Problem description
Your response must consist of one number: how many lines in this material contain the word "canvas".

Listed entries
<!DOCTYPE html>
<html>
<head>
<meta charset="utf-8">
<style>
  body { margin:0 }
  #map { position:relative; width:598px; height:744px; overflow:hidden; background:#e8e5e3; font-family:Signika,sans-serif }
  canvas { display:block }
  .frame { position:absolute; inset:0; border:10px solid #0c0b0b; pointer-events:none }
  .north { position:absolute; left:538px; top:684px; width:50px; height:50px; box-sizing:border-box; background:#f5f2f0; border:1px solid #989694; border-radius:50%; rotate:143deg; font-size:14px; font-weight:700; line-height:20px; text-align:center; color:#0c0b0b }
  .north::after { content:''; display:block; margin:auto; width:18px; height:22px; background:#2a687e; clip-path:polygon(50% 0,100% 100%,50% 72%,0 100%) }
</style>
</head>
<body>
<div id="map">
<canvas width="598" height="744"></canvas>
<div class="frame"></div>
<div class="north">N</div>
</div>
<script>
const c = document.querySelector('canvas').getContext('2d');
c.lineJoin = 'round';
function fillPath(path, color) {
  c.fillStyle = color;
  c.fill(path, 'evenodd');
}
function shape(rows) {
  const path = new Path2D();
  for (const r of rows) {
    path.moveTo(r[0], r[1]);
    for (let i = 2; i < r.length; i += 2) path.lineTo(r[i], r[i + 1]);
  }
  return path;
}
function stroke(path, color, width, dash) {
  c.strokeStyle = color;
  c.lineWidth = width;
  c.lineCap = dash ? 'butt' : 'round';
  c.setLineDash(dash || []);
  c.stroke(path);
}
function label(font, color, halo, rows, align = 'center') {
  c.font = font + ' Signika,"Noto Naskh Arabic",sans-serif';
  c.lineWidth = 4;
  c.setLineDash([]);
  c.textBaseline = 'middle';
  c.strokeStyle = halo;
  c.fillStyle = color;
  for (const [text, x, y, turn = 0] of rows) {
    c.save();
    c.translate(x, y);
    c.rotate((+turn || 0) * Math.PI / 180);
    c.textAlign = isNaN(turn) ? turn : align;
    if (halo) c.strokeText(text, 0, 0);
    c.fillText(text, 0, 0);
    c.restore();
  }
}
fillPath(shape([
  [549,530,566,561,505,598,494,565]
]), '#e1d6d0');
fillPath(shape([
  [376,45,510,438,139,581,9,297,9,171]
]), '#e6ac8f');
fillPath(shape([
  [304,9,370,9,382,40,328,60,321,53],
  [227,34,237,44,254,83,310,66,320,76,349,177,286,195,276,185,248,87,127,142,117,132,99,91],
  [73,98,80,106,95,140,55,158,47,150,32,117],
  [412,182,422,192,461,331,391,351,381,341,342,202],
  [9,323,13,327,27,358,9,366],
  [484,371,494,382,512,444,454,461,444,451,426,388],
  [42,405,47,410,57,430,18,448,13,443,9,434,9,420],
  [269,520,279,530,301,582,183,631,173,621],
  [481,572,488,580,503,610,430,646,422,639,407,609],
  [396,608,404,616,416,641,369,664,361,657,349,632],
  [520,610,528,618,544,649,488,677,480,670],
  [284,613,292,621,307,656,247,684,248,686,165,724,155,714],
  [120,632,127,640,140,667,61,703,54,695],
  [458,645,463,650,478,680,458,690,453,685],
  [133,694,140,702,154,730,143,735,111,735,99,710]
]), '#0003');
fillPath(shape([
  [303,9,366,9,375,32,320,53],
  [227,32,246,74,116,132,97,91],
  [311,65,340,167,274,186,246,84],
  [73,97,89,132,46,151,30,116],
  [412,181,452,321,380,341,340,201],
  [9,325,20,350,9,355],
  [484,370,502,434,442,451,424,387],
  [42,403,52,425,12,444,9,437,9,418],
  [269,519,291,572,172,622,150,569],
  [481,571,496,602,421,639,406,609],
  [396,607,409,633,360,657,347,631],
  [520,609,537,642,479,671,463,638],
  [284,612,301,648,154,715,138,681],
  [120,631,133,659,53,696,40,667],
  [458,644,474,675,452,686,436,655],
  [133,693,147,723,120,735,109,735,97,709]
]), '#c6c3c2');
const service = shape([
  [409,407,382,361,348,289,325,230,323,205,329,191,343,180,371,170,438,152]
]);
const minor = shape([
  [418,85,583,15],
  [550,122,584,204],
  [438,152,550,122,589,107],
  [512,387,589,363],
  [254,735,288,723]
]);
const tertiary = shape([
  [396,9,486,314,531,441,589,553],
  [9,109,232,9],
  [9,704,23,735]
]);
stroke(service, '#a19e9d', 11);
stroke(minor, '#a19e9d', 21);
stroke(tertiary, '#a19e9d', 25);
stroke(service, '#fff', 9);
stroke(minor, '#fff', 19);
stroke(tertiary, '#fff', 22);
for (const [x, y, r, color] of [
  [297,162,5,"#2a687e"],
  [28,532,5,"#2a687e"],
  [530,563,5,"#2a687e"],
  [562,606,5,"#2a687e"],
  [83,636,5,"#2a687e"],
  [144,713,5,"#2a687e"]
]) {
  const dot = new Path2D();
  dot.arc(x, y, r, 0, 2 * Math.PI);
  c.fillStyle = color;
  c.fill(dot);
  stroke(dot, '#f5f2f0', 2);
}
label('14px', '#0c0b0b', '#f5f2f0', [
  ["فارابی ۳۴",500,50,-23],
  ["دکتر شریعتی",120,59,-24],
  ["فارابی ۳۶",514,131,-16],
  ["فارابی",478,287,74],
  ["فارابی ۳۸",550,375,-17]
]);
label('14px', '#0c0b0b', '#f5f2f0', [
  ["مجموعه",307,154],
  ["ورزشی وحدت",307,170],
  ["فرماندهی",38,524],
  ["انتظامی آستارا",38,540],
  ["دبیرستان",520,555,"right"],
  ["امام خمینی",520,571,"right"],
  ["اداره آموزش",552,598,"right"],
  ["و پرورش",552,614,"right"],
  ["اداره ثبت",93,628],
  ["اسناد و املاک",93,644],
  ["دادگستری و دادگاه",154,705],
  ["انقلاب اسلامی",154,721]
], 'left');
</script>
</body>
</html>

Expected output
3